In the area of education, his publications include the edited book volume Reinventing Urban Education (IUME Press, Teachers College, Columbia Univ., 1994), and his papers "Quantitative Literacy and the Likelihood of Employment Among Young Adults in the U.S.," Journal of Human Resources (1992), and "The Impact of School-to-Work Programs on Minority Youth Employment and Student Outcomes," (in W.J. Stull and N. Sanders, eds., What do we Know About School-to-Work: Research and Practice, Greenwood Press, 2003). His recent policy monograph: Education as an Engine of Economic Development: Global Experiences and Prospects for El Salvador, was published by the Fundación Salvadoreña para el Desarrollo Económico y Social (FUSADES), San Salvador, in November 2008.
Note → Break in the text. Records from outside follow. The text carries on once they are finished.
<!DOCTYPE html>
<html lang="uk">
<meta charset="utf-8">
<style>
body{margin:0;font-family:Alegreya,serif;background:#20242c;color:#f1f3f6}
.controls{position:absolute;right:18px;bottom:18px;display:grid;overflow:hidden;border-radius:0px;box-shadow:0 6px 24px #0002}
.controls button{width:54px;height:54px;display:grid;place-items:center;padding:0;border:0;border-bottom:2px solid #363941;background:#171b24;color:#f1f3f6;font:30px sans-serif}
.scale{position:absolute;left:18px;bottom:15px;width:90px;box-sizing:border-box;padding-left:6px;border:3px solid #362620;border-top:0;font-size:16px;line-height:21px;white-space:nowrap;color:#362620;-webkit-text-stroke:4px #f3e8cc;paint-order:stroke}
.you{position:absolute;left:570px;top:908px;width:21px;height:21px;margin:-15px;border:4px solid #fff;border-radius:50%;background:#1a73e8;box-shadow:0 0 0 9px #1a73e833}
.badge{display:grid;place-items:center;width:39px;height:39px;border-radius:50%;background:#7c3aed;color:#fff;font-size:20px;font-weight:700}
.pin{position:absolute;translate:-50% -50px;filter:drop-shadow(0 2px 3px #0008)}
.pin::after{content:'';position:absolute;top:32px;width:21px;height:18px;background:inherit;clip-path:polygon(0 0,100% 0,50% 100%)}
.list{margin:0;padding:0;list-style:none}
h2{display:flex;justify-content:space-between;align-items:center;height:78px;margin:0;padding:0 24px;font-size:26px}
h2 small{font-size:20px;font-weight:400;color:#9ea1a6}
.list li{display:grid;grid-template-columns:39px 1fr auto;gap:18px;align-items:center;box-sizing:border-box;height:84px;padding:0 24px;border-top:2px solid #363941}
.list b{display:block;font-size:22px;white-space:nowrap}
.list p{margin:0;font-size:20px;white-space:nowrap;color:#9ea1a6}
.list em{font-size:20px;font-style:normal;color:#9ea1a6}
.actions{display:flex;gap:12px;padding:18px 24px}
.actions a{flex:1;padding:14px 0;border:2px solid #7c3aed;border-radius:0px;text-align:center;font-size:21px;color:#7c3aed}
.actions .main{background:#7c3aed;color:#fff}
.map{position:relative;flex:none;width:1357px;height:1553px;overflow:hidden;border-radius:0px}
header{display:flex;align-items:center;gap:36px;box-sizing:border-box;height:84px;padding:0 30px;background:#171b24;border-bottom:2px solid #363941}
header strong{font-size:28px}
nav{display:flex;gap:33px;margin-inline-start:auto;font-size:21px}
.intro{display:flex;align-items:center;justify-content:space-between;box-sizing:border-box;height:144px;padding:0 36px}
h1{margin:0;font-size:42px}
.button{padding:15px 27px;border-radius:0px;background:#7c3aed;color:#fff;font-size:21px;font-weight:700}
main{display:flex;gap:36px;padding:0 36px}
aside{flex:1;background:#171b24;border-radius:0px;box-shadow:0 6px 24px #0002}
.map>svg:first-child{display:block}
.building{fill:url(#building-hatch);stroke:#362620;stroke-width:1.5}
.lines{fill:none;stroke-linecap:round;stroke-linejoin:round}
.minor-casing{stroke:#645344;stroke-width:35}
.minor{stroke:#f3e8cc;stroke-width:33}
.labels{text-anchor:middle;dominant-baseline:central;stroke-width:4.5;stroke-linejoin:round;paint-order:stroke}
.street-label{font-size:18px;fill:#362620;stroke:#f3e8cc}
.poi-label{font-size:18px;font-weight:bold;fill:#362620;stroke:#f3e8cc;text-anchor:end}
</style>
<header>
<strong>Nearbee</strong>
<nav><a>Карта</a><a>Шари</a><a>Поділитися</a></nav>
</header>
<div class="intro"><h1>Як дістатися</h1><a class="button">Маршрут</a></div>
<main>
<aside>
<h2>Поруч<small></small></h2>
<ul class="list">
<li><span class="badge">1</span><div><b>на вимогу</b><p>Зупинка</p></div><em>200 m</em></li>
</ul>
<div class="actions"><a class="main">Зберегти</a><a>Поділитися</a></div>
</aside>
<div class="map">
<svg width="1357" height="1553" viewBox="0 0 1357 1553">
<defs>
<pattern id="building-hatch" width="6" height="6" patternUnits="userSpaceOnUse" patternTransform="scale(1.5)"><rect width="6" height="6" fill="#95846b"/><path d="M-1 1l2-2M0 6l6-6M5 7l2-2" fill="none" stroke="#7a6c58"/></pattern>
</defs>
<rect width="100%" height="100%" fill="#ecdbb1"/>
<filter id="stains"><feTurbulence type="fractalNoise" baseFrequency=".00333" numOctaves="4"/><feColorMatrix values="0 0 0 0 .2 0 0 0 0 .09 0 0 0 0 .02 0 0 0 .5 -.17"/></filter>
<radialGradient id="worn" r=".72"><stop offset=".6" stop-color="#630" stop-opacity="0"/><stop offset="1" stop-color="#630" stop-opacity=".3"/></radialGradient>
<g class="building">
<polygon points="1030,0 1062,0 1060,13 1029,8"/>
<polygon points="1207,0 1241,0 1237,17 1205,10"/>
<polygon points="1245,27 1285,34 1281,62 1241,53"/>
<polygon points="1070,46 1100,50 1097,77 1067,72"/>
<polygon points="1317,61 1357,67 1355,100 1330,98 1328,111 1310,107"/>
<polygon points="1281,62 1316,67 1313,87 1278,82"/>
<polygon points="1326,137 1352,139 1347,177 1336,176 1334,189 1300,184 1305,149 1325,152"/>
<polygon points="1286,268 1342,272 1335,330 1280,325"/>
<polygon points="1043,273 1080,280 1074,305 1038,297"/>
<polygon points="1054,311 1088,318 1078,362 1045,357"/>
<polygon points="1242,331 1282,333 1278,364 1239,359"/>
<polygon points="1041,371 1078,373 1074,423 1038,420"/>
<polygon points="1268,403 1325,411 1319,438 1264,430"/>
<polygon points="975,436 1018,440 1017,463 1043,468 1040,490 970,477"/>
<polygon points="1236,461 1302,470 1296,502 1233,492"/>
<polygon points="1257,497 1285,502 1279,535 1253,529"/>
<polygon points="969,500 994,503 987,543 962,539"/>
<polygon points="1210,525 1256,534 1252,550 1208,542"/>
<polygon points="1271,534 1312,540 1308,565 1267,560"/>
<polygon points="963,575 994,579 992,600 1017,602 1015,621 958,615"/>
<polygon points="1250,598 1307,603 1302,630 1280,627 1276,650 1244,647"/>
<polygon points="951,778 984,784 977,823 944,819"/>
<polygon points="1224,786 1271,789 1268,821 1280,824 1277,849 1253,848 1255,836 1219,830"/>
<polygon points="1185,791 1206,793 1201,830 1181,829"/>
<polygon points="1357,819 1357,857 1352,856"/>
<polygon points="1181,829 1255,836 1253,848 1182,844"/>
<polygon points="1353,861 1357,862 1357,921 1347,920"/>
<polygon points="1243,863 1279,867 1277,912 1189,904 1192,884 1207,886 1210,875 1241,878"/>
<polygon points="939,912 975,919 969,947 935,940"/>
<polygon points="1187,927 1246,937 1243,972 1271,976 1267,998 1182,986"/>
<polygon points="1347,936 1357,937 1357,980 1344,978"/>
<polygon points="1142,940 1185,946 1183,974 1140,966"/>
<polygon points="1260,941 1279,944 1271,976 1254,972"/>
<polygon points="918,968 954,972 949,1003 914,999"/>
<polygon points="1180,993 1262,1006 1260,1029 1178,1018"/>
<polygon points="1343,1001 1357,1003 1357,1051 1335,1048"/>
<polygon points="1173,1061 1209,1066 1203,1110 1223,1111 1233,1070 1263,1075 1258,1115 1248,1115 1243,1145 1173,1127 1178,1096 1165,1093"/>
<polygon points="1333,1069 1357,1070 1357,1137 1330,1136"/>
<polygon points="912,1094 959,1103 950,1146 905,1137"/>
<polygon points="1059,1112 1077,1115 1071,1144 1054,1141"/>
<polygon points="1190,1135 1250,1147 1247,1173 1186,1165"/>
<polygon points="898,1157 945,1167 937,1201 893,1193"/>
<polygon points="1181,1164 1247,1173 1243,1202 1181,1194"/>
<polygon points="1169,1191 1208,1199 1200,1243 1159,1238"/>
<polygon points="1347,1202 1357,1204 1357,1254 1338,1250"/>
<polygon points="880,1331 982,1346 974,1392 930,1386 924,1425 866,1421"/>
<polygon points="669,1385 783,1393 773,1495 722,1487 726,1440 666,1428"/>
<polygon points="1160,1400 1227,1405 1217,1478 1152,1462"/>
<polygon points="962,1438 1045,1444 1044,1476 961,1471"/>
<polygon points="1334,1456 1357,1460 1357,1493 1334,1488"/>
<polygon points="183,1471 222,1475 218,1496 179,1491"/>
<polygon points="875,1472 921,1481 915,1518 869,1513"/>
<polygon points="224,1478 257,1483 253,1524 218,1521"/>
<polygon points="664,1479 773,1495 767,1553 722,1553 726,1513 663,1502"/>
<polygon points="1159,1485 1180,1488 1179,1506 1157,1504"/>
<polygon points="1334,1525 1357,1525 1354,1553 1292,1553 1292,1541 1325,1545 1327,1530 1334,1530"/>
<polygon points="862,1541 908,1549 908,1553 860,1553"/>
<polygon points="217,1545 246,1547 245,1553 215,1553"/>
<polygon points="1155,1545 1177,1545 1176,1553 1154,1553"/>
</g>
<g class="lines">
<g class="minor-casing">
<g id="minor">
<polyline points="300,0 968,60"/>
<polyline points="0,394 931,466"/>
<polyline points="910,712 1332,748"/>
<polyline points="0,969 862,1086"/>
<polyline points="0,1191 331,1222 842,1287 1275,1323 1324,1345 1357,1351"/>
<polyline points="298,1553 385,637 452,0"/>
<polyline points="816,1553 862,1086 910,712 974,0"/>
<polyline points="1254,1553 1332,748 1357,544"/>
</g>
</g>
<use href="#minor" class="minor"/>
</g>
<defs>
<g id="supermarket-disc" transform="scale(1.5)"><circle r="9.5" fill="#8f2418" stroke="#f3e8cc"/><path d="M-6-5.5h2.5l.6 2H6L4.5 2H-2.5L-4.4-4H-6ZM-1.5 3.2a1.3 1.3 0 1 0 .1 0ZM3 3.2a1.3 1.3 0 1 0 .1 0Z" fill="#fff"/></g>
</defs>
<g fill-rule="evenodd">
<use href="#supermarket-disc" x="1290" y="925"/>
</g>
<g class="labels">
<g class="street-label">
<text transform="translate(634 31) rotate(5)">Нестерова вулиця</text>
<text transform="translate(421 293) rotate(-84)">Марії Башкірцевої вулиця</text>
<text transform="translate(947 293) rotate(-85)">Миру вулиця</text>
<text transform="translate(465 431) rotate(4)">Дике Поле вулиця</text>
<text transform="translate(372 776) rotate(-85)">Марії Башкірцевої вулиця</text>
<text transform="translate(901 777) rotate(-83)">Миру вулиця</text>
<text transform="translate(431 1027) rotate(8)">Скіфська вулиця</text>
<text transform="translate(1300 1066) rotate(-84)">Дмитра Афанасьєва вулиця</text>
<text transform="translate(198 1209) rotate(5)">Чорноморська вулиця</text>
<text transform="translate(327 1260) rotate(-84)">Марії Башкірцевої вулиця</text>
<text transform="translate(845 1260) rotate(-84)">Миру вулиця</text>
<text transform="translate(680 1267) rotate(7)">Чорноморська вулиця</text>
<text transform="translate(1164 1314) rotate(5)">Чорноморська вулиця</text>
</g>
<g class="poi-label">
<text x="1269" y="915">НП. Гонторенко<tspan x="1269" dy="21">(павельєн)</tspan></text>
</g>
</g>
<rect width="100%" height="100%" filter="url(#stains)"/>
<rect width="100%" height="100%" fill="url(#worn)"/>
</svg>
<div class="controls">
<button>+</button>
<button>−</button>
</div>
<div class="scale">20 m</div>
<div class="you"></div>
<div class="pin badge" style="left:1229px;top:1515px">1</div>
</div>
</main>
His research on immigration includes the edited book volume U.S. Immigration Policy Reform in the 1980s: A Preliminary Assessment (Praeger, 1991, with I. Gang and S. Sechzer) and the paper "Undocumented Workers in the Labor Market: An Analysis of the Earnings of Legal and Illegal Mexican Immigrants in the U.S.," Journal of Population Economics (1999). He is currently in the process of editing a Handbook of Immigration Economics, to be published by Oxford University Press, New York, in 2011.
An expert on Latino populations in the United States, Dr. Rivera-Batiz has written on Dominican, Mexican, Puerto Rican and other Latino groups in New York City and in the U.S. His socioeconomic profiles of Dominican and Mexican New Yorkers have been widely disseminated in the press, including articles in the New York Times, Newsday, Daily News, The Los Angeles Times, El Diario La Prensa, and Hoy. He has also carried out research on the economy and society of Puerto Rico, including the book Island Paradox: Puerto Rico in the 1990s (Russell Sage Foundation, New York, 1996, with C. Santiago), as well as the article: "Education and Economic Development in Puerto Rico," in Barry Bosworth and Susan Collins, editors, The Puerto Rican Economy: Prospects for Growth, Brookings Institution, Washington, D.C., 2005 (with Helen F. Ladd).